Task:
Reprint every line of the data, keeping each character intact.
::::
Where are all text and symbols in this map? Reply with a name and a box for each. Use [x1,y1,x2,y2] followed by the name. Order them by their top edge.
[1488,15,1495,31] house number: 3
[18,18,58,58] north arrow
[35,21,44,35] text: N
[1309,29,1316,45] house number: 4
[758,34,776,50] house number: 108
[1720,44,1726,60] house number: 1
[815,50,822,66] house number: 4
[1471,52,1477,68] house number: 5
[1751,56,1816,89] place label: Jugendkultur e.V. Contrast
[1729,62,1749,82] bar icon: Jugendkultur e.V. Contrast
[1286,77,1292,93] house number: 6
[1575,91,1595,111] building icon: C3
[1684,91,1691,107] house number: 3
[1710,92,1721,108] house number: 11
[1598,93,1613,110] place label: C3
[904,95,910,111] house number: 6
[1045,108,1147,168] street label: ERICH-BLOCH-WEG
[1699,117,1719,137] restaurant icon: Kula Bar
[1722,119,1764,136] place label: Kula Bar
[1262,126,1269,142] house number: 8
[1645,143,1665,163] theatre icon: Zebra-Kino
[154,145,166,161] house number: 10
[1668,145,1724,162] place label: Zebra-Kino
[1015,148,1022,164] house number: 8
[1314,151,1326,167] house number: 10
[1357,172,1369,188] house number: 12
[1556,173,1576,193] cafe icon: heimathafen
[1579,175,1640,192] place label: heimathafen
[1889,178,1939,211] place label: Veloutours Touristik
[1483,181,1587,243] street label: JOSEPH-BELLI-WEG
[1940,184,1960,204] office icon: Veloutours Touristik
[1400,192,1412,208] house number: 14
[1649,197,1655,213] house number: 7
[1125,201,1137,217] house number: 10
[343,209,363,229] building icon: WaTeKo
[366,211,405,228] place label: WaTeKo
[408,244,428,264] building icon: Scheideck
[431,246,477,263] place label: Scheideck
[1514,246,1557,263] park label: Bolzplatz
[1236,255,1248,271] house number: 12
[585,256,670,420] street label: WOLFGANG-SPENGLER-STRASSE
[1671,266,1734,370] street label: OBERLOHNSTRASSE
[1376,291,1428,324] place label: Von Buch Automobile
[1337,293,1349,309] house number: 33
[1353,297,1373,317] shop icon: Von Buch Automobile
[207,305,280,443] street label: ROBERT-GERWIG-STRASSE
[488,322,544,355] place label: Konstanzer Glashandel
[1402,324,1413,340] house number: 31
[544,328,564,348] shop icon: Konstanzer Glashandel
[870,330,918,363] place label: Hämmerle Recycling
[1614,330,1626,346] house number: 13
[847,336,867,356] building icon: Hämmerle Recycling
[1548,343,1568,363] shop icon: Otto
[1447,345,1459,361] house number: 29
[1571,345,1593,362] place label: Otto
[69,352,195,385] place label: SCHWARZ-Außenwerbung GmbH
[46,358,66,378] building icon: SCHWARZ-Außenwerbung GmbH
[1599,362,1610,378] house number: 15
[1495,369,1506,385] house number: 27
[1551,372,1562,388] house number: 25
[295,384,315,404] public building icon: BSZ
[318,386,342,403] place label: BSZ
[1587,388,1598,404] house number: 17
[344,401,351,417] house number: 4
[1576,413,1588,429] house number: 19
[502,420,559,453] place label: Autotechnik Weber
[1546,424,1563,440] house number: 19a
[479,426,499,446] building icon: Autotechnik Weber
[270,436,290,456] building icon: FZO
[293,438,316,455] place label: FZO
::::
Result below:
Where are all text and symbols in this map? Reply with a name and a box for each. Use [x1,y1,x2,y2] followed by the name. Order them by their top edge.
[1488,15,1495,31] house number: 3
[18,18,58,58] north arrow
[35,21,44,35] text: N
[1309,29,1316,45] house number: 4
[758,34,776,50] house number: 108
[1720,44,1726,60] house number: 1
[815,50,822,66] house number: 4
[1471,52,1477,68] house number: 5
[1751,56,1816,89] place label: Jugendkultur e.V. Contrast
[1729,62,1749,82] bar icon: Jugendkultur e.V. Contrast
[1286,77,1292,93] house number: 6
[1575,91,1595,111] building icon: C3
[1684,91,1691,107] house number: 3
[1710,92,1721,108] house number: 11
[1598,93,1613,110] place label: C3
[904,95,910,111] house number: 6
[1045,108,1147,168] street label: ERICH-BLOCH-WEG
[1699,117,1719,137] restaurant icon: Kula Bar
[1722,119,1764,136] place label: Kula Bar
[1262,126,1269,142] house number: 8
[1645,143,1665,163] theatre icon: Zebra-Kino
[154,145,166,161] house number: 10
[1668,145,1724,162] place label: Zebra-Kino
[1015,148,1022,164] house number: 8
[1314,151,1326,167] house number: 10
[1357,172,1369,188] house number: 12
[1556,173,1576,193] cafe icon: heimathafen
[1579,175,1640,192] place label: heimathafen
[1889,178,1939,211] place label: Veloutours Touristik
[1483,181,1587,243] street label: JOSEPH-BELLI-WEG
[1940,184,1960,204] office icon: Veloutours Touristik
[1400,192,1412,208] house number: 14
[1649,197,1655,213] house number: 7
[1125,201,1137,217] house number: 10
[343,209,363,229] building icon: WaTeKo
[366,211,405,228] place label: WaTeKo
[408,244,428,264] building icon: Scheideck
[431,246,477,263] place label: Scheideck
[1514,246,1557,263] park label: Bolzplatz
[1236,255,1248,271] house number: 12
[585,256,670,420] street label: WOLFGANG-SPENGLER-STRASSE
[1671,266,1734,370] street label: OBERLOHNSTRASSE
[1376,291,1428,324] place label: Von Buch Automobile
[1337,293,1349,309] house number: 33
[1353,297,1373,317] shop icon: Von Buch Automobile
[207,305,280,443] street label: ROBERT-GERWIG-STRASSE
[488,322,544,355] place label: Konstanzer Glashandel
[1402,324,1413,340] house number: 31
[544,328,564,348] shop icon: Konstanzer Glashandel
[870,330,918,363] place label: Hämmerle Recycling
[1614,330,1626,346] house number: 13
[847,336,867,356] building icon: Hämmerle Recycling
[1548,343,1568,363] shop icon: Otto
[1447,345,1459,361] house number: 29
[1571,345,1593,362] place label: Otto
[69,352,195,385] place label: SCHWARZ-Außenwerbung GmbH
[46,358,66,378] building icon: SCHWARZ-Außenwerbung GmbH
[1599,362,1610,378] house number: 15
[1495,369,1506,385] house number: 27
[1551,372,1562,388] house number: 25
[295,384,315,404] public building icon: BSZ
[318,386,342,403] place label: BSZ
[1587,388,1598,404] house number: 17
[344,401,351,417] house number: 4
[1576,413,1588,429] house number: 19
[502,420,559,453] place label: Autotechnik Weber
[1546,424,1563,440] house number: 19a
[479,426,499,446] building icon: Autotechnik Weber
[270,436,290,456] building icon: FZO
[293,438,316,455] place label: FZO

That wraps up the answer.